Below are some records; output exactly the lines from the line with "M169,252L204,261L194,303L159,294Z" to the line with "M591,410L682,446L707,458", both ends kept, and nothing more.

════

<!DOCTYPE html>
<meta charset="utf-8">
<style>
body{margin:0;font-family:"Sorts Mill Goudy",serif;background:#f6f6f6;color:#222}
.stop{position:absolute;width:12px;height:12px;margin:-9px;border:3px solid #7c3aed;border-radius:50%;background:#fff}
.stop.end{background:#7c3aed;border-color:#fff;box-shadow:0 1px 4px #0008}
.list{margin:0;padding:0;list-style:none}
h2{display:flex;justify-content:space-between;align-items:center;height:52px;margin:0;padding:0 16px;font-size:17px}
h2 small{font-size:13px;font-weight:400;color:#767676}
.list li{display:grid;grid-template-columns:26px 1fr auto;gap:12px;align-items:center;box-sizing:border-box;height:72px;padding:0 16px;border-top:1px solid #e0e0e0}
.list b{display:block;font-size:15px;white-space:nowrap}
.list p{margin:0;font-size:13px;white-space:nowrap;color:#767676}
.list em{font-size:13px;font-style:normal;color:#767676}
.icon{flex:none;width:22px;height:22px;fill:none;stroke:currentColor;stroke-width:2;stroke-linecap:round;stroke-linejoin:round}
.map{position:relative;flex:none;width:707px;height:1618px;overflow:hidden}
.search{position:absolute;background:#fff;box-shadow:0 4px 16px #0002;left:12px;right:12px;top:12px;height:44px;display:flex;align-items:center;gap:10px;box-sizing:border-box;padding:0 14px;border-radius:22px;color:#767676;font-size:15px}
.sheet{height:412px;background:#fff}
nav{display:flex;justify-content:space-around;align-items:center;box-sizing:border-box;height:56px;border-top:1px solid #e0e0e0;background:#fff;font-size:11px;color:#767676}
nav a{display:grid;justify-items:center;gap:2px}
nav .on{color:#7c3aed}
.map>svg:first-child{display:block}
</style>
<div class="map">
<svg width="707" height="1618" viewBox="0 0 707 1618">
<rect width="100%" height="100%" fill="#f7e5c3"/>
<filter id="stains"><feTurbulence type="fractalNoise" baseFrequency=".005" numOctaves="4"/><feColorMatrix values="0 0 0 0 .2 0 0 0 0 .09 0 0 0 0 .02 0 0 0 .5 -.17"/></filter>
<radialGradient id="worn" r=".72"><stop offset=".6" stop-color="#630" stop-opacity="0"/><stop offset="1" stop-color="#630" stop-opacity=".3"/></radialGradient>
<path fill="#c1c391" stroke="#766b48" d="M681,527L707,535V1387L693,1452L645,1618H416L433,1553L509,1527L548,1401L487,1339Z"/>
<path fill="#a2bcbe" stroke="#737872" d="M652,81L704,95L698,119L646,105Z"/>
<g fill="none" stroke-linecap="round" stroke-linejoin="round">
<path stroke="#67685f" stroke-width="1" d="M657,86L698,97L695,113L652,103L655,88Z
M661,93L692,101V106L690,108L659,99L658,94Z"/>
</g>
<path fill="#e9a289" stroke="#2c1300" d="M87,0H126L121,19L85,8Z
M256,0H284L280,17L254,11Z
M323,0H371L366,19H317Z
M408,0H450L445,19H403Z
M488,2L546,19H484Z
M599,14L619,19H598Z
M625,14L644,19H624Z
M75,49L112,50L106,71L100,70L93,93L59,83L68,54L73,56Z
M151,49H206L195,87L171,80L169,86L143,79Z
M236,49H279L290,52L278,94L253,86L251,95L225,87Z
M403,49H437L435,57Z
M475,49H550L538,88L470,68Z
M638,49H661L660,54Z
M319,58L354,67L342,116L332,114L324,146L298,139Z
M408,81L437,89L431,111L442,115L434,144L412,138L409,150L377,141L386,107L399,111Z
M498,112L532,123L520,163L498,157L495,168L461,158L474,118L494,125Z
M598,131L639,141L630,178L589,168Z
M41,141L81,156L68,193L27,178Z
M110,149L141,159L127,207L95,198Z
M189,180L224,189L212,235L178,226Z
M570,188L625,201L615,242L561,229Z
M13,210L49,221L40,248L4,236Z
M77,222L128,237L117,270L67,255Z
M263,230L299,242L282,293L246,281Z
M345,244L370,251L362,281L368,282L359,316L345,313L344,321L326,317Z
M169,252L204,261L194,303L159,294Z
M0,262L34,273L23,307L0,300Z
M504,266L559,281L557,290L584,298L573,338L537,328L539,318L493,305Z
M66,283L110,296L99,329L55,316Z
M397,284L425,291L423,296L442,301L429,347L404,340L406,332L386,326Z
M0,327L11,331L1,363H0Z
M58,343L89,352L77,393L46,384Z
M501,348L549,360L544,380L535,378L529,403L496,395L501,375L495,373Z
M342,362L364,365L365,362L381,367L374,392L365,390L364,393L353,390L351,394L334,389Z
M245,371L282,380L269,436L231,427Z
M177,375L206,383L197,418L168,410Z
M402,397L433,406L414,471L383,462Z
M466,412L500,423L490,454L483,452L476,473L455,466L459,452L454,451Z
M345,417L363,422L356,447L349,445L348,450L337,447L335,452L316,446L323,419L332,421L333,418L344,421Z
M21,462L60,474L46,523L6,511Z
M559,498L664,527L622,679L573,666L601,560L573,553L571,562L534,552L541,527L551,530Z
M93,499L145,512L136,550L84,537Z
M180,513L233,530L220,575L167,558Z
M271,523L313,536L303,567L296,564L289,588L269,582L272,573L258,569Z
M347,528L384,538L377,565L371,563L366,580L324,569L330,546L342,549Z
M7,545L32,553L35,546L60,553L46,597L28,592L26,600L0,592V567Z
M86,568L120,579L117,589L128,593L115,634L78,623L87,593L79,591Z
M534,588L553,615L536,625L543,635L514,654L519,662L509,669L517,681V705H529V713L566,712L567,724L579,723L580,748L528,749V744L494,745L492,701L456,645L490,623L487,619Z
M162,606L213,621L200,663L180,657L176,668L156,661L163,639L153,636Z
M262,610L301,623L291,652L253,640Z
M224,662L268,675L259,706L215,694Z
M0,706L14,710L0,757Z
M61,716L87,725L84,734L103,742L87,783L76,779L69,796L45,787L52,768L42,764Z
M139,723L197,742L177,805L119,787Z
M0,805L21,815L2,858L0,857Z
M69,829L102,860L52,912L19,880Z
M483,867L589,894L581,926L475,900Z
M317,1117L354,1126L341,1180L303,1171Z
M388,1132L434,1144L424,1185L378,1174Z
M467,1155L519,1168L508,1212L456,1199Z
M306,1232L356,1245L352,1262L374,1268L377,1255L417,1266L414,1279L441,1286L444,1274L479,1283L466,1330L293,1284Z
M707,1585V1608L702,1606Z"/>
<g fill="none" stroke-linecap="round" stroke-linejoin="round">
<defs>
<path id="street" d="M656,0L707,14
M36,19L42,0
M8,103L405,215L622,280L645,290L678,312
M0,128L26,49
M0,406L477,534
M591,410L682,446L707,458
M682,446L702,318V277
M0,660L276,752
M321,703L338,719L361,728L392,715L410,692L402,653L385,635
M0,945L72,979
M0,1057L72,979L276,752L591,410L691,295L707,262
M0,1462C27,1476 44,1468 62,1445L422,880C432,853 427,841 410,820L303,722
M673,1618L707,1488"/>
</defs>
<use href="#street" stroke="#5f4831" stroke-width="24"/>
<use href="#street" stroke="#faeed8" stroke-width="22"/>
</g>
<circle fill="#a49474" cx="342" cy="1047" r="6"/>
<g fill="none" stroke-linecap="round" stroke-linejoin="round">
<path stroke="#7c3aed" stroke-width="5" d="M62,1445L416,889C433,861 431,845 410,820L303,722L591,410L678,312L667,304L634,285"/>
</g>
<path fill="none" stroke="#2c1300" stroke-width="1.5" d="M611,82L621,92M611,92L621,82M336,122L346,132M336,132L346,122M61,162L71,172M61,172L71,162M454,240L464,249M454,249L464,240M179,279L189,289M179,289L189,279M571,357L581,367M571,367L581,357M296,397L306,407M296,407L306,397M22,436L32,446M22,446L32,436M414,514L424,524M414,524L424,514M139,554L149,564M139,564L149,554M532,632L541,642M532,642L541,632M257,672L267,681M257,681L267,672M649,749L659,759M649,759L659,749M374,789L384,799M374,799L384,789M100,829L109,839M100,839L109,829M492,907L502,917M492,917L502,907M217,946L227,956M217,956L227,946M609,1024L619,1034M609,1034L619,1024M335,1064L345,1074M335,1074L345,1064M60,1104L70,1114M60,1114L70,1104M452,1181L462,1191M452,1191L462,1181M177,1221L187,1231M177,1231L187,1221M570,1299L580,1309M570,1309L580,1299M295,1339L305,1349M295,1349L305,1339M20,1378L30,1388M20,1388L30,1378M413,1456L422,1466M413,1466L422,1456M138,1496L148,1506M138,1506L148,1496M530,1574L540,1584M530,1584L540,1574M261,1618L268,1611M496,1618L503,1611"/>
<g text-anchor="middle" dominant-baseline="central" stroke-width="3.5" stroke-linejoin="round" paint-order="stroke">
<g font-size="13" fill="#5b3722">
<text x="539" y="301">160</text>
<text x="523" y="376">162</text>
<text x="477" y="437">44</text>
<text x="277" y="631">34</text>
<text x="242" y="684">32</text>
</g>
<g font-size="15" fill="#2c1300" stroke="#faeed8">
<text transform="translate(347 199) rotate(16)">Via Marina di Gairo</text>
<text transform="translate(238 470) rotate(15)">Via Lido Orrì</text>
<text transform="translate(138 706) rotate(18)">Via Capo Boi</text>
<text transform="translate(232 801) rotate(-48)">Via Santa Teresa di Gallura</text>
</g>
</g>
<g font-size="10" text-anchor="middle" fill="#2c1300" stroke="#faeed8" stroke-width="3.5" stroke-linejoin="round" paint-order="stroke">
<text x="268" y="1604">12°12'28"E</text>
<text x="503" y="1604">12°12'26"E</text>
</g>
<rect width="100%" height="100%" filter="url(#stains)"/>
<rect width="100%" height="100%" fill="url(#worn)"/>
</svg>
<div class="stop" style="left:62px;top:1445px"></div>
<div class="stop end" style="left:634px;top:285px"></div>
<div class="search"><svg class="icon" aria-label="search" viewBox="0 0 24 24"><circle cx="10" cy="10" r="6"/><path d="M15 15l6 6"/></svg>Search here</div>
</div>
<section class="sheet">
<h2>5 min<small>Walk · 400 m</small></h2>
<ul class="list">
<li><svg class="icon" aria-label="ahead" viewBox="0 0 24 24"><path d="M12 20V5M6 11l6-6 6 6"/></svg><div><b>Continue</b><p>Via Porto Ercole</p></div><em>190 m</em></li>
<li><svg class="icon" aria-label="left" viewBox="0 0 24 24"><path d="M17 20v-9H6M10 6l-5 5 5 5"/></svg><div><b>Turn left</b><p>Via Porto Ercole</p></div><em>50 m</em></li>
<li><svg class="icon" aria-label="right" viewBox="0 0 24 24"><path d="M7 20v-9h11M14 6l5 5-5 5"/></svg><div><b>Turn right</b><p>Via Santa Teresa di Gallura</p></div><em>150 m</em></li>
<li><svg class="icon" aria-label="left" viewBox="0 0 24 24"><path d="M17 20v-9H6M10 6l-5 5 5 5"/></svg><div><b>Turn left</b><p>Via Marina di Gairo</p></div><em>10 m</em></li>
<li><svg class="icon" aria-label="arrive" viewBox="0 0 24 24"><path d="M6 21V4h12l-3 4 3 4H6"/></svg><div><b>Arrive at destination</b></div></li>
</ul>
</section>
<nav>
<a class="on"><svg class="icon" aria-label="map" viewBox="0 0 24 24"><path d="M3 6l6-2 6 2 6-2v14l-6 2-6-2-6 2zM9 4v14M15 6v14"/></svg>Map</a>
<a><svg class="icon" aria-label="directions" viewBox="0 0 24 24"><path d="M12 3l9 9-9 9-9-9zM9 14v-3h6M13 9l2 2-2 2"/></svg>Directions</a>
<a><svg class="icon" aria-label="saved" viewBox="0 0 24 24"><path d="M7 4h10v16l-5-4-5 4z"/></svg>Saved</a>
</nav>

════

[Response box]:
M169,252L204,261L194,303L159,294Z
M0,262L34,273L23,307L0,300Z
M504,266L559,281L557,290L584,298L573,338L537,328L539,318L493,305Z
M66,283L110,296L99,329L55,316Z
M397,284L425,291L423,296L442,301L429,347L404,340L406,332L386,326Z
M0,327L11,331L1,363H0Z
M58,343L89,352L77,393L46,384Z
M501,348L549,360L544,380L535,378L529,403L496,395L501,375L495,373Z
M342,362L364,365L365,362L381,367L374,392L365,390L364,393L353,390L351,394L334,389Z
M245,371L282,380L269,436L231,427Z
M177,375L206,383L197,418L168,410Z
M402,397L433,406L414,471L383,462Z
M466,412L500,423L490,454L483,452L476,473L455,466L459,452L454,451Z
M345,417L363,422L356,447L349,445L348,450L337,447L335,452L316,446L323,419L332,421L333,418L344,421Z
M21,462L60,474L46,523L6,511Z
M559,498L664,527L622,679L573,666L601,560L573,553L571,562L534,552L541,527L551,530Z
M93,499L145,512L136,550L84,537Z
M180,513L233,530L220,575L167,558Z
M271,523L313,536L303,567L296,564L289,588L269,582L272,573L258,569Z
M347,528L384,538L377,565L371,563L366,580L324,569L330,546L342,549Z
M7,545L32,553L35,546L60,553L46,597L28,592L26,600L0,592V567Z
M86,568L120,579L117,589L128,593L115,634L78,623L87,593L79,591Z
M534,588L553,615L536,625L543,635L514,654L519,662L509,669L517,681V705H529V713L566,712L567,724L579,723L580,748L528,749V744L494,745L492,701L456,645L490,623L487,619Z
M162,606L213,621L200,663L180,657L176,668L156,661L163,639L153,636Z
M262,610L301,623L291,652L253,640Z
M224,662L268,675L259,706L215,694Z
M0,706L14,710L0,757Z
M61,716L87,725L84,734L103,742L87,783L76,779L69,796L45,787L52,768L42,764Z
M139,723L197,742L177,805L119,787Z
M0,805L21,815L2,858L0,857Z
M69,829L102,860L52,912L19,880Z
M483,867L589,894L581,926L475,900Z
M317,1117L354,1126L341,1180L303,1171Z
M388,1132L434,1144L424,1185L378,1174Z
M467,1155L519,1168L508,1212L456,1199Z
M306,1232L356,1245L352,1262L374,1268L377,1255L417,1266L414,1279L441,1286L444,1274L479,1283L466,1330L293,1284Z
M707,1585V1608L702,1606Z"/>
<g fill="none" stroke-linecap="round" stroke-linejoin="round">
<defs>
<path id="street" d="M656,0L707,14
M36,19L42,0
M8,103L405,215L622,280L645,290L678,312
M0,128L26,49
M0,406L477,534
M591,410L682,446L707,458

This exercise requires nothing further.